» **What you need to do**
Filter the lines below, keeping each one that holds "worn".

» **Dataset content**
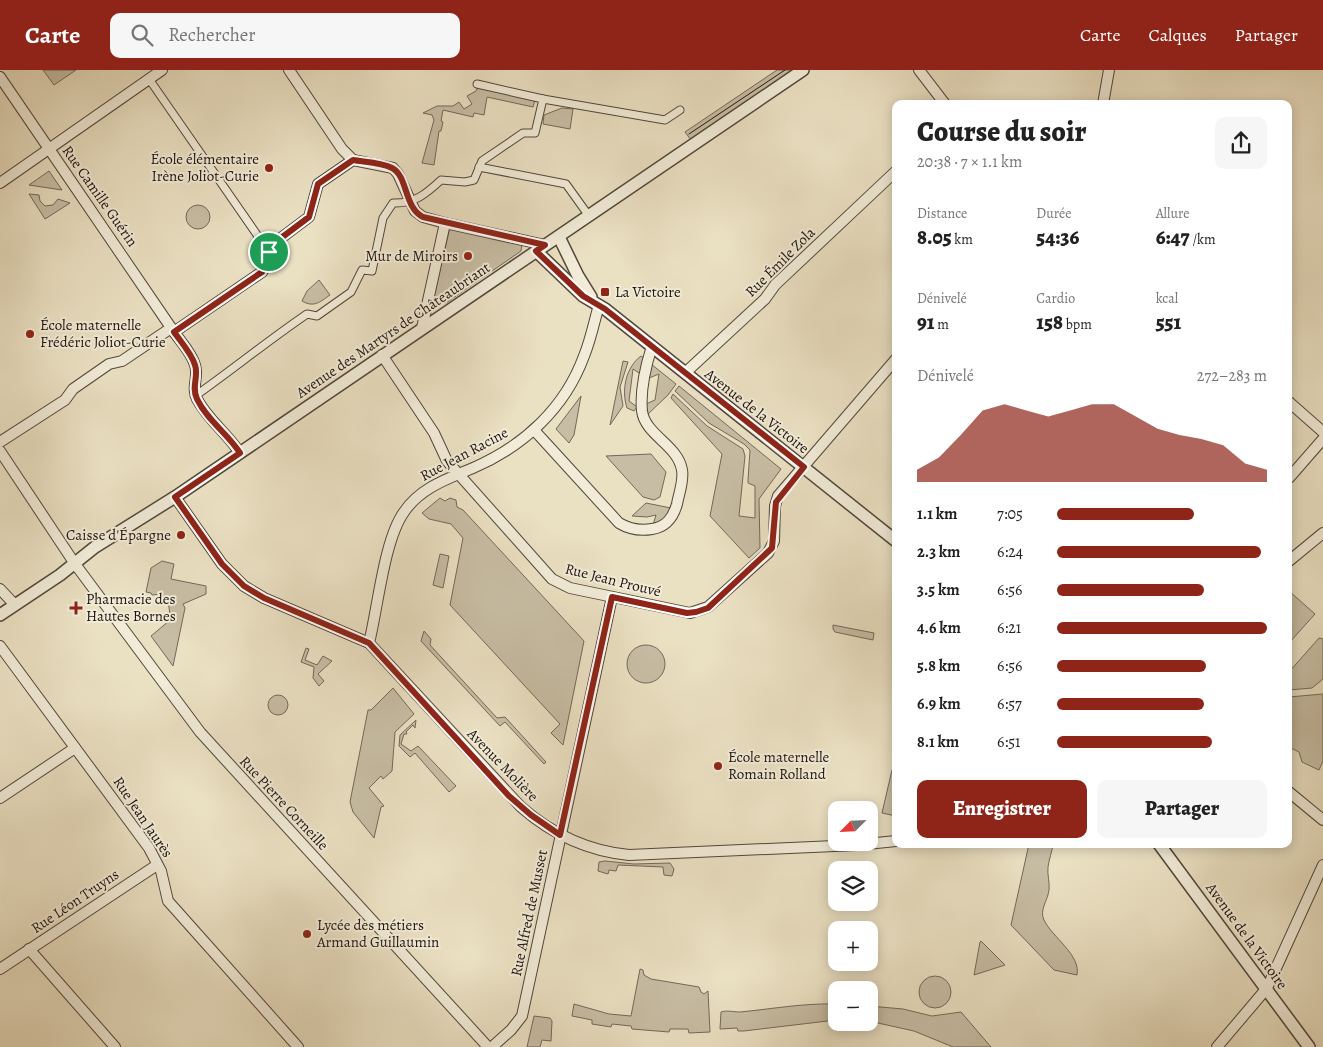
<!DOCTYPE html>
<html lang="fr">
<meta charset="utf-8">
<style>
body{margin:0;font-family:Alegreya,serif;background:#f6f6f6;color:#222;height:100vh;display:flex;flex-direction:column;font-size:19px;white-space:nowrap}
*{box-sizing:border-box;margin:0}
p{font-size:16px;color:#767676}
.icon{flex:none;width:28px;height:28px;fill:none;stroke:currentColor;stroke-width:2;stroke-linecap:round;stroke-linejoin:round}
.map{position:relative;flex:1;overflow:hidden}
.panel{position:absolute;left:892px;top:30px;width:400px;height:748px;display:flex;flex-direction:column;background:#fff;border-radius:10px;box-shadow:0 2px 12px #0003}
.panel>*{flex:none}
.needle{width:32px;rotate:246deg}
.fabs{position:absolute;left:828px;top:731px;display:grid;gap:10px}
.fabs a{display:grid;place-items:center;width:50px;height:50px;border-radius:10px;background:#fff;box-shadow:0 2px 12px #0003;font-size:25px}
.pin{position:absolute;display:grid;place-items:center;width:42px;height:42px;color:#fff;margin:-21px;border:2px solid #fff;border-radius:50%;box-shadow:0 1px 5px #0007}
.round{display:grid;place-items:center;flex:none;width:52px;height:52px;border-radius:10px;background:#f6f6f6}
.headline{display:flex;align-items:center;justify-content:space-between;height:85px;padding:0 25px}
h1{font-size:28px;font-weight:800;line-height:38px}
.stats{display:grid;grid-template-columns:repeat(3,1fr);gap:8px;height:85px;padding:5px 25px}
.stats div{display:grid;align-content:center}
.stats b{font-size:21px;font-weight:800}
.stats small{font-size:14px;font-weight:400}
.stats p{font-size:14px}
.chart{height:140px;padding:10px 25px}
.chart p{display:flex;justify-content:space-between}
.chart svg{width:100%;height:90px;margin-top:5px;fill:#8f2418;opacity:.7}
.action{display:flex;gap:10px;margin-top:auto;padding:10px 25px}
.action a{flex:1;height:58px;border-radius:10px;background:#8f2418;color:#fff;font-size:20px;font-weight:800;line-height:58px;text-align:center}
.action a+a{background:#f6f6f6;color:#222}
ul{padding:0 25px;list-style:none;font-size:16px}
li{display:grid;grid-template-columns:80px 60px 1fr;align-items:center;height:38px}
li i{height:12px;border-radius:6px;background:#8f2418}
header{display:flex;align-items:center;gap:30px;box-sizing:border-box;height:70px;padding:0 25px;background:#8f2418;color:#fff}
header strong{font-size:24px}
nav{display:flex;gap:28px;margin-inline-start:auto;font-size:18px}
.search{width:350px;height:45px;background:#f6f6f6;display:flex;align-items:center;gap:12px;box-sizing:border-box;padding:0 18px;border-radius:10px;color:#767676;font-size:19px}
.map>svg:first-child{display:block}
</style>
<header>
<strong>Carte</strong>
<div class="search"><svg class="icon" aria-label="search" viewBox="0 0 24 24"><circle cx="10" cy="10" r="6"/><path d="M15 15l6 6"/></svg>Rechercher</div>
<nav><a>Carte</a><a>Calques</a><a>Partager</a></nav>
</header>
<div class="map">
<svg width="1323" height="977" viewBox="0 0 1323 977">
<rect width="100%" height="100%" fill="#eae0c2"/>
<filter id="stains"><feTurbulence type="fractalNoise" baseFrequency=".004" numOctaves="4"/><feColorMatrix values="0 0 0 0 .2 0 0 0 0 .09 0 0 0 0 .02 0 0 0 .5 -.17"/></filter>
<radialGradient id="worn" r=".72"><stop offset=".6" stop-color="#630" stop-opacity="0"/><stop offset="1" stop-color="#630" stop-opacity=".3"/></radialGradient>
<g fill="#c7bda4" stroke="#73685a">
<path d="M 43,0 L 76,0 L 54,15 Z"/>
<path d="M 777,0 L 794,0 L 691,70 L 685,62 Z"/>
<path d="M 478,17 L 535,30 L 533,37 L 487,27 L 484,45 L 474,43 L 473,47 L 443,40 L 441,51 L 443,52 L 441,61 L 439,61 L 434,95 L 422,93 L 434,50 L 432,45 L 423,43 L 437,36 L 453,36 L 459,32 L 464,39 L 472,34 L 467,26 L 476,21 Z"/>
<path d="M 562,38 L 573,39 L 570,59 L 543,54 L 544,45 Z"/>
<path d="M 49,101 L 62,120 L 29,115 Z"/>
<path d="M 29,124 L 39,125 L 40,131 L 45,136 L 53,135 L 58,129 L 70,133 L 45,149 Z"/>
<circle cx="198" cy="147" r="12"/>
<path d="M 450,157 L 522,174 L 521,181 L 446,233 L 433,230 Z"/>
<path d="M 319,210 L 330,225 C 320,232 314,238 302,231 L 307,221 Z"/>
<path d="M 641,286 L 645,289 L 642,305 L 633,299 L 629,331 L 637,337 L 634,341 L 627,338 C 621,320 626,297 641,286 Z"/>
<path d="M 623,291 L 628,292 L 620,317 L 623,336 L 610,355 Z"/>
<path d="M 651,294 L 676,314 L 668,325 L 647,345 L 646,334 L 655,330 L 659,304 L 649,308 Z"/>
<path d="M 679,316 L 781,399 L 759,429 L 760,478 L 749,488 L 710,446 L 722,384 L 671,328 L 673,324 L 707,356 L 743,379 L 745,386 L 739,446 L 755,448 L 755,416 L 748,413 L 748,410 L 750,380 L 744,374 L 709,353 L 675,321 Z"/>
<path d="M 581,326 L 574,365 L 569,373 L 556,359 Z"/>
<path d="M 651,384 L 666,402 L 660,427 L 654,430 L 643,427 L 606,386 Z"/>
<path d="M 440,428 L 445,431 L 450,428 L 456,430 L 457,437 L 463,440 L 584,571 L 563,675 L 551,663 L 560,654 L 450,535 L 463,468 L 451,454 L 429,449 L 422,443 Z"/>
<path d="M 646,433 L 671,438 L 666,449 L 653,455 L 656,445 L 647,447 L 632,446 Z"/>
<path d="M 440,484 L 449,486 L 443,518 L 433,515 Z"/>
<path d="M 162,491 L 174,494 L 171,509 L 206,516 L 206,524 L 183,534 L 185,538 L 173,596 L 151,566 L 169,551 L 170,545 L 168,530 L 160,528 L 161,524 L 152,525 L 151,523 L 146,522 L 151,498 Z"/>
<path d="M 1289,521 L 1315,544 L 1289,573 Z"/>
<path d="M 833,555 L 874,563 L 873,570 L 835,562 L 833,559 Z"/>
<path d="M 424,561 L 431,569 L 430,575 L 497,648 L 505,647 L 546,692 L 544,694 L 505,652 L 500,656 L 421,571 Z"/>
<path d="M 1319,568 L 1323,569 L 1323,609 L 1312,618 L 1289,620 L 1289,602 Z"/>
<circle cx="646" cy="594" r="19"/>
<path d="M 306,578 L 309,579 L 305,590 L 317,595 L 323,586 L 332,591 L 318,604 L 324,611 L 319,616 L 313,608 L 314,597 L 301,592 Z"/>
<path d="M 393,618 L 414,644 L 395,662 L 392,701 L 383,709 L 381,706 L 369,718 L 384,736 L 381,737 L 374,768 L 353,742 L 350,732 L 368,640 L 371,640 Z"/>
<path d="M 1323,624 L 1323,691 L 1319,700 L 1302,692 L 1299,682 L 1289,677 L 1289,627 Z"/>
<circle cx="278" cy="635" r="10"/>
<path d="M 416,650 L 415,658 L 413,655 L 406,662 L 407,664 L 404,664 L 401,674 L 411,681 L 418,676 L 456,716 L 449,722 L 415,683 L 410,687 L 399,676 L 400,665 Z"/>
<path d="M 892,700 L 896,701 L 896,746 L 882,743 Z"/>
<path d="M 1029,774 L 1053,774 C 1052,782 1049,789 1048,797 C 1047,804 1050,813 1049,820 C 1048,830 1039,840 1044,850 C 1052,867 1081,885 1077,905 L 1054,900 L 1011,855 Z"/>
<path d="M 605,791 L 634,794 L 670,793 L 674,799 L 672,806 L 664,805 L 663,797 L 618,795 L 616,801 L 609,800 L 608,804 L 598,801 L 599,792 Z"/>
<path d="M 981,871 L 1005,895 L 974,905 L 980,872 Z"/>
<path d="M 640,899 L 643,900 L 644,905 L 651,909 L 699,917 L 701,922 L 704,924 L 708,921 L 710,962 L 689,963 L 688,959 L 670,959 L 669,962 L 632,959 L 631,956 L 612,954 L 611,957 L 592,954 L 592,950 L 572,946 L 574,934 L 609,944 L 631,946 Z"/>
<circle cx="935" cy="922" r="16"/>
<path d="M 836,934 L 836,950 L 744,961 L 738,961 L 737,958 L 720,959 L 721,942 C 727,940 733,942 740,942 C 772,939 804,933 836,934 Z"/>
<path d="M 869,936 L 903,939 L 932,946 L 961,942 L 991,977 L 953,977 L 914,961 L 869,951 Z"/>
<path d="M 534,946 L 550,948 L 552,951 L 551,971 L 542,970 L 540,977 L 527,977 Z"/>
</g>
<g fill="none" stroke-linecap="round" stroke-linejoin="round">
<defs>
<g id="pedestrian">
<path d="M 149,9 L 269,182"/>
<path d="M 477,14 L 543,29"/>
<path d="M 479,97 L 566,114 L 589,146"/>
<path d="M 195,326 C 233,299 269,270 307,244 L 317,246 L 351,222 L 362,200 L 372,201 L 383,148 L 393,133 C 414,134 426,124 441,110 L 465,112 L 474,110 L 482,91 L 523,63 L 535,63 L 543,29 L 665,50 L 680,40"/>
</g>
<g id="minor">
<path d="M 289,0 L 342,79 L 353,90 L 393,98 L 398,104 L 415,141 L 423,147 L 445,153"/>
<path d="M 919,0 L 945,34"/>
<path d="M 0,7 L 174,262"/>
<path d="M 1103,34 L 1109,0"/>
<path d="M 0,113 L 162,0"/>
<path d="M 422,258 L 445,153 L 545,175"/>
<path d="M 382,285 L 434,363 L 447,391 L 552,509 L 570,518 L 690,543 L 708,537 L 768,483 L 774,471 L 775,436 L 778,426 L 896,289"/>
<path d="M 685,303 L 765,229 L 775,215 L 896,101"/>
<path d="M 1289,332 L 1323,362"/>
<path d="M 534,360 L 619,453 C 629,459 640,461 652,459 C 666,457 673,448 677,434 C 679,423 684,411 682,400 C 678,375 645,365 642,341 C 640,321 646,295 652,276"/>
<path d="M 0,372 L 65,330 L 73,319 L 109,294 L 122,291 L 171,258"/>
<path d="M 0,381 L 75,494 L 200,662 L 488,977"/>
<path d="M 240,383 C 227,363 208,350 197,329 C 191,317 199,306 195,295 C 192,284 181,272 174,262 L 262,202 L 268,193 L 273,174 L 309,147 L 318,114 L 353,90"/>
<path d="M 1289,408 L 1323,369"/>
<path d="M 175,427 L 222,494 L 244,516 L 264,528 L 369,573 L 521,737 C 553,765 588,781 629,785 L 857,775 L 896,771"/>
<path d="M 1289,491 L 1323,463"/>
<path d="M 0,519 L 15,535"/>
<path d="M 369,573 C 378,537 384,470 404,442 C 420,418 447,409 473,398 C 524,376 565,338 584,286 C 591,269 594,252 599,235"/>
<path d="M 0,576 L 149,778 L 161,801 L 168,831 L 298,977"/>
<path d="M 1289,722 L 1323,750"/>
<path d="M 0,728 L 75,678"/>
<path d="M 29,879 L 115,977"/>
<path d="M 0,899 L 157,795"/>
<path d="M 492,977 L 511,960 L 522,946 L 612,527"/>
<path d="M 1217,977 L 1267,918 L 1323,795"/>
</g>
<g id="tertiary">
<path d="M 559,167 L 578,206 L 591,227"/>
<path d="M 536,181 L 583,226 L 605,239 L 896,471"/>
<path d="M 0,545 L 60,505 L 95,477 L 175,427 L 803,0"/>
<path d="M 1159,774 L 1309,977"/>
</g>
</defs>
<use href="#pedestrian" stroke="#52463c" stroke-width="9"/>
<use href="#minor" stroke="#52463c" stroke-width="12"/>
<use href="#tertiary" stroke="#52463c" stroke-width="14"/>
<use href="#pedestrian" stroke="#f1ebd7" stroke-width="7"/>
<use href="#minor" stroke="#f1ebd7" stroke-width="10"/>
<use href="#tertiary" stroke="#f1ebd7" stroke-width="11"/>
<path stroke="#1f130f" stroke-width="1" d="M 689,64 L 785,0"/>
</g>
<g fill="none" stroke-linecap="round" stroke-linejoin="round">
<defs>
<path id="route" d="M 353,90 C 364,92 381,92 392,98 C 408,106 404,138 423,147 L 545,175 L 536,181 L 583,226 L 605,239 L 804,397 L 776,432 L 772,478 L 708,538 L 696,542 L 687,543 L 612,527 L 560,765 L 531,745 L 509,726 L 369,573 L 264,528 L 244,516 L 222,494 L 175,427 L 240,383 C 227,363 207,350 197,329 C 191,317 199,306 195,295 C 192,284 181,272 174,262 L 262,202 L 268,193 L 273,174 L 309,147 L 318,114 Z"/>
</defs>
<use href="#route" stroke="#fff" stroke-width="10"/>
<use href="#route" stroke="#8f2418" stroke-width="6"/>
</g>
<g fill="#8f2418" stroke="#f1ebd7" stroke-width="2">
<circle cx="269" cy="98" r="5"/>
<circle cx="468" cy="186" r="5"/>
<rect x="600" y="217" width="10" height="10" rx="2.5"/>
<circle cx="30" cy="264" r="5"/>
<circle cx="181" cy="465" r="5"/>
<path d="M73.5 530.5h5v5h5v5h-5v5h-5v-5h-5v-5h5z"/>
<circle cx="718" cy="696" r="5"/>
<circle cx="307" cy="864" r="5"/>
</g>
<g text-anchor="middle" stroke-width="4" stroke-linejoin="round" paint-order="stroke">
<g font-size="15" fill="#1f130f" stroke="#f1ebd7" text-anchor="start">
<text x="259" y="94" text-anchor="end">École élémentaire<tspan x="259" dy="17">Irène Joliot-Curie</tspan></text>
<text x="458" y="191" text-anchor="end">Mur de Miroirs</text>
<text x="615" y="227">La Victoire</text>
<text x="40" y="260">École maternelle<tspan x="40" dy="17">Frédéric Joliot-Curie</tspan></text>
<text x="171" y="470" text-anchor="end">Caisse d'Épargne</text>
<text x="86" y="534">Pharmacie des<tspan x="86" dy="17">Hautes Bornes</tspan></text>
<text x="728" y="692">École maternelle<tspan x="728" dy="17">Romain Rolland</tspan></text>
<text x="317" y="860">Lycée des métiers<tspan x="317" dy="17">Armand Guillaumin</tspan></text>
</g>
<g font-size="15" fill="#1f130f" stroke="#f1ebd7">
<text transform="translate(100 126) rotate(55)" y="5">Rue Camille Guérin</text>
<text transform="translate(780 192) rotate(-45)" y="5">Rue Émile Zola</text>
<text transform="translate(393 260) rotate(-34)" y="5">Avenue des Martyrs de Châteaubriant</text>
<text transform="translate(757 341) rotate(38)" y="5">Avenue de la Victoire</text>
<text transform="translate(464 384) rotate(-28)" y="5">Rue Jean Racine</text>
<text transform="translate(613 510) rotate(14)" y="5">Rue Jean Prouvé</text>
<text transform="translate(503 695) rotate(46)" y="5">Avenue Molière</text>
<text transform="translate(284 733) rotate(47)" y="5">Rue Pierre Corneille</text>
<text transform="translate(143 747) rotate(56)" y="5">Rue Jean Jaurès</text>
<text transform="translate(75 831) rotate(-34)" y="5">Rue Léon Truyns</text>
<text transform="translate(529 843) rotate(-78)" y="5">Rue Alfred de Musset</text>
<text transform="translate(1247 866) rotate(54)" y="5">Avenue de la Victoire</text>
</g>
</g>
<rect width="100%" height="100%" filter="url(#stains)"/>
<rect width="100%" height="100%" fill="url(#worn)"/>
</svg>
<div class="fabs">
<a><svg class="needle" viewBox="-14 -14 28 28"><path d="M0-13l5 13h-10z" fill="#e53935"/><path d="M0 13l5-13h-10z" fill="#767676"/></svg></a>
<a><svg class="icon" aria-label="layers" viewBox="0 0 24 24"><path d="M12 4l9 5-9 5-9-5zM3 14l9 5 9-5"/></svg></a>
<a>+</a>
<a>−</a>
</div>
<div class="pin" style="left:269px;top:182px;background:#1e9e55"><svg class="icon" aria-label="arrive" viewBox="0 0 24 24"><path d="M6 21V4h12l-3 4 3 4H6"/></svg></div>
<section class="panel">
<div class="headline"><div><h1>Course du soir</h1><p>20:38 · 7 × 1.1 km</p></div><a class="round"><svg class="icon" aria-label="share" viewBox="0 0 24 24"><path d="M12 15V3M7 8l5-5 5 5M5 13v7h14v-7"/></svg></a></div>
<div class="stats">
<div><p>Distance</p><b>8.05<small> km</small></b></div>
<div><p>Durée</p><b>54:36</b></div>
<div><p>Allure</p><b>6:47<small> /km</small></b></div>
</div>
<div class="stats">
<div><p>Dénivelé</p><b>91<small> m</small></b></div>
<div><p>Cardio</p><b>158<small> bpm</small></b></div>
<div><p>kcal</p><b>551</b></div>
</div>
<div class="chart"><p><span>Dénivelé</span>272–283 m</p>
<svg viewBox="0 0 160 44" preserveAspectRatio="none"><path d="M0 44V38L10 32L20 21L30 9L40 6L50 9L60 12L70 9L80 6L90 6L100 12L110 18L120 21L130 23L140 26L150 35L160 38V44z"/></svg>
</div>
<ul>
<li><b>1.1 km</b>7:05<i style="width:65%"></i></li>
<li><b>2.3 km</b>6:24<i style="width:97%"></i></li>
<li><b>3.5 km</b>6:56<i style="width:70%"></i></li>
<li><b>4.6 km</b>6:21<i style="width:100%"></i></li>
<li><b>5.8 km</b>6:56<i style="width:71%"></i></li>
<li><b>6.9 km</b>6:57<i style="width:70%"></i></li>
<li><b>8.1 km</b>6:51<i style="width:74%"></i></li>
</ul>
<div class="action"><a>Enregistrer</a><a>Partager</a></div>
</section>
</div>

» **Exercise solution**
<radialGradient id="worn" r=".72"><stop offset=".6" stop-color="#630" stop-opacity="0"/><stop offset="1" stop-color="#630" stop-opacity=".3"/></radialGradient>
<rect width="100%" height="100%" fill="url(#worn)"/>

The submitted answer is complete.